--- START ---

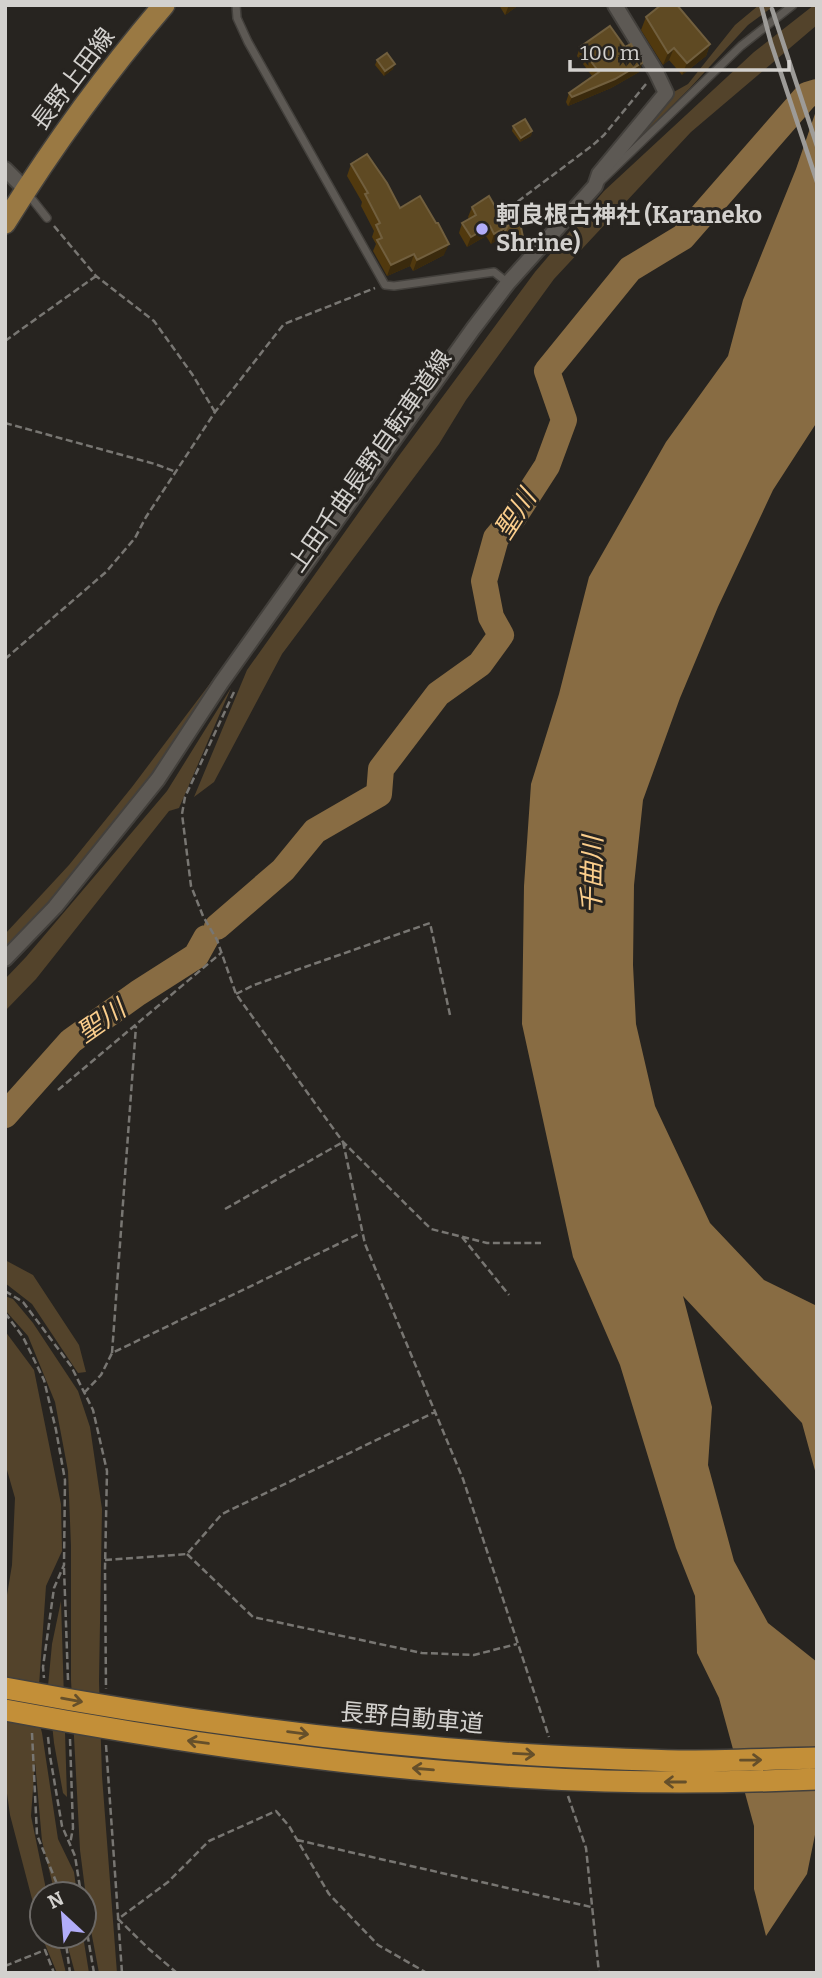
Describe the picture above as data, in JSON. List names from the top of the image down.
{
  "streets": {
    "highway": ["長野自動車道"],
    "main road": ["長野上田線"]
  },
  "water": ["聖川", "千曲川"],
  "places": ["軻良根古神社 (Karaneko Shrine)"],
  "scale_bar": "100 m",
  "north": "top left"
}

--- END ---

• **Directions**: The result should be an exact copy of every entry above, with no pictures included.

• **Response to the exercise**:
Describe the picture above as data, in JSON. List names from the top of the image down.
{
  "streets": {
    "highway": ["長野自動車道"],
    "main road": ["長野上田線"]
  },
  "water": ["聖川", "千曲川"],
  "places": ["軻良根古神社 (Karaneko Shrine)"],
  "scale_bar": "100 m",
  "north": "top left"
}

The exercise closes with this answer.